(DESCRIPTION OF THE TASK): Locate each line of the material that contains "from", then return it.

(DATASET):
§ §

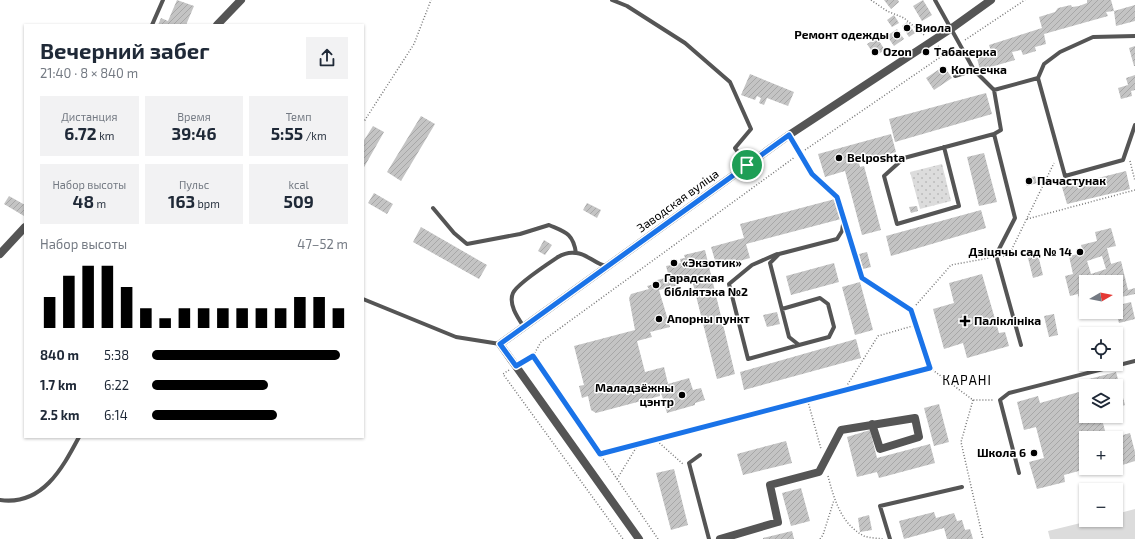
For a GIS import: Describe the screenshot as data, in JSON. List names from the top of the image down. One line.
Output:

§ §

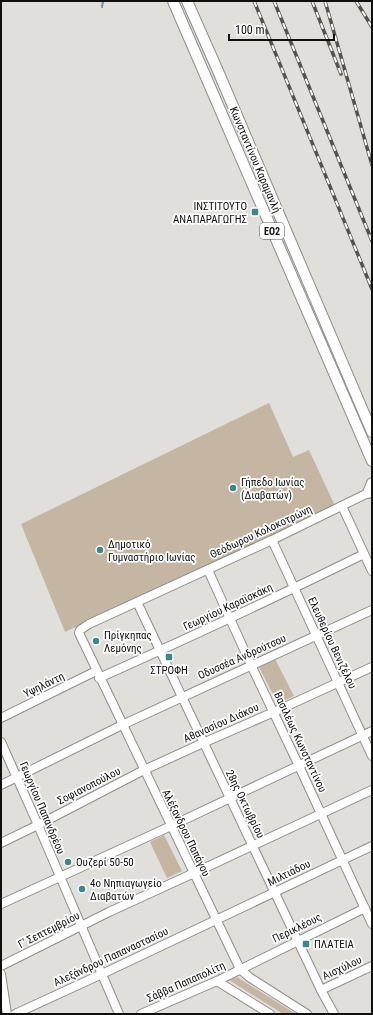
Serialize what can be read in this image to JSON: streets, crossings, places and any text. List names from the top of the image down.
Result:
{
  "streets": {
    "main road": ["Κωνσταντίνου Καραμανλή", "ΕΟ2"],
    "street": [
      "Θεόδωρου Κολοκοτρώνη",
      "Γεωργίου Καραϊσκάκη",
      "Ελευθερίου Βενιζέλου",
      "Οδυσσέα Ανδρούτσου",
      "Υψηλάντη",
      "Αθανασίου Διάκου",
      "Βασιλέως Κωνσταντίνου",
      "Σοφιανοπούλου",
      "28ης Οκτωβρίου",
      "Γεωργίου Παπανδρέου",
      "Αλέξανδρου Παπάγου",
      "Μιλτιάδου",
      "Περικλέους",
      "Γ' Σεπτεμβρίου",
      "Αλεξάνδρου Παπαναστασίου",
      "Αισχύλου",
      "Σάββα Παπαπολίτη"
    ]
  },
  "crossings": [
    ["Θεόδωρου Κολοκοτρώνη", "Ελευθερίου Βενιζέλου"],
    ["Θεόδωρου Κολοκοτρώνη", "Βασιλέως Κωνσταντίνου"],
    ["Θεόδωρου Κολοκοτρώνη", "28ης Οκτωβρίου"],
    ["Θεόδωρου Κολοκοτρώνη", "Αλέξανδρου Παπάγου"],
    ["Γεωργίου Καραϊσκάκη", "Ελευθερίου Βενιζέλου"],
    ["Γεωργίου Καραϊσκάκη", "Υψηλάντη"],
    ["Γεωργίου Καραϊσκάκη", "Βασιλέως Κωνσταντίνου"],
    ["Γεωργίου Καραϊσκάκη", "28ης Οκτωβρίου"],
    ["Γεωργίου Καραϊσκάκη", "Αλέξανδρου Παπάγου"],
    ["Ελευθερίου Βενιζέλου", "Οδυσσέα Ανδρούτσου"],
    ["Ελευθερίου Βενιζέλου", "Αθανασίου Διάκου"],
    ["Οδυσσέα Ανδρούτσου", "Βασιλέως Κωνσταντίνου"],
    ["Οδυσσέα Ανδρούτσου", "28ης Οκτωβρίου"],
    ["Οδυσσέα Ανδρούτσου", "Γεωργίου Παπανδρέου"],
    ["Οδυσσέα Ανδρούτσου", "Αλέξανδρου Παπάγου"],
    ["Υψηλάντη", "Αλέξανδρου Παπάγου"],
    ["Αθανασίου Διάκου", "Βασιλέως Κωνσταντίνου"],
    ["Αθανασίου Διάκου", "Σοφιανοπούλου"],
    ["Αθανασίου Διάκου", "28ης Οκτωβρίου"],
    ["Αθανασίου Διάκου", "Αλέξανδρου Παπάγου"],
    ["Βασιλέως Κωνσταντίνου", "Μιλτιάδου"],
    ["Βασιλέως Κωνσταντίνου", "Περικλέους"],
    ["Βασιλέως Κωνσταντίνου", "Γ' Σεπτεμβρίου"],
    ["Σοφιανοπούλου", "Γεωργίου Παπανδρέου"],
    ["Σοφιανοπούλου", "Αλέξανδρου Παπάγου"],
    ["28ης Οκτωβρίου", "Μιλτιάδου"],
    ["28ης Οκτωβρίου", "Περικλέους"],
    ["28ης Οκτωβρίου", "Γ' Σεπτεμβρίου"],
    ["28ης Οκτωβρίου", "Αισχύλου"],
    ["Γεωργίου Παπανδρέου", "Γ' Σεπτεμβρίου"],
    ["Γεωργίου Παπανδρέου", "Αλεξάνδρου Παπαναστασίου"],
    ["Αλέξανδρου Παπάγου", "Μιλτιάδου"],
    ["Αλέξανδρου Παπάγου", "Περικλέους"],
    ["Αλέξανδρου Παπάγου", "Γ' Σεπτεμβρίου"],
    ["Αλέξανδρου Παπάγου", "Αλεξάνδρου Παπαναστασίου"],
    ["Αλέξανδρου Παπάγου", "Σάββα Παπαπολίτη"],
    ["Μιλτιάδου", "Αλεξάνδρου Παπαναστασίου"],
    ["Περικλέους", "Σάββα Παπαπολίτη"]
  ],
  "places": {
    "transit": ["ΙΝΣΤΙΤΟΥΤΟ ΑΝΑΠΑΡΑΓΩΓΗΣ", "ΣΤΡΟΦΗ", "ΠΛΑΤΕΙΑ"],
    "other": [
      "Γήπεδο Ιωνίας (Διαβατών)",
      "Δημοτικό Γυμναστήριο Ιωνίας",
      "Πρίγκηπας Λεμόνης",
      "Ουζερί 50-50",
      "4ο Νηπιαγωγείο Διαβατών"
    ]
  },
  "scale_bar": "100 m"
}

§ §

(ANSWER TO THIS TASK):
For a GIS import: Describe the screenshot as data, in JSON. List names from the top of the image down. One line.
Serialize what can be read in this image to JSON: streets, crossings, places and any text. List names from the top of the image down.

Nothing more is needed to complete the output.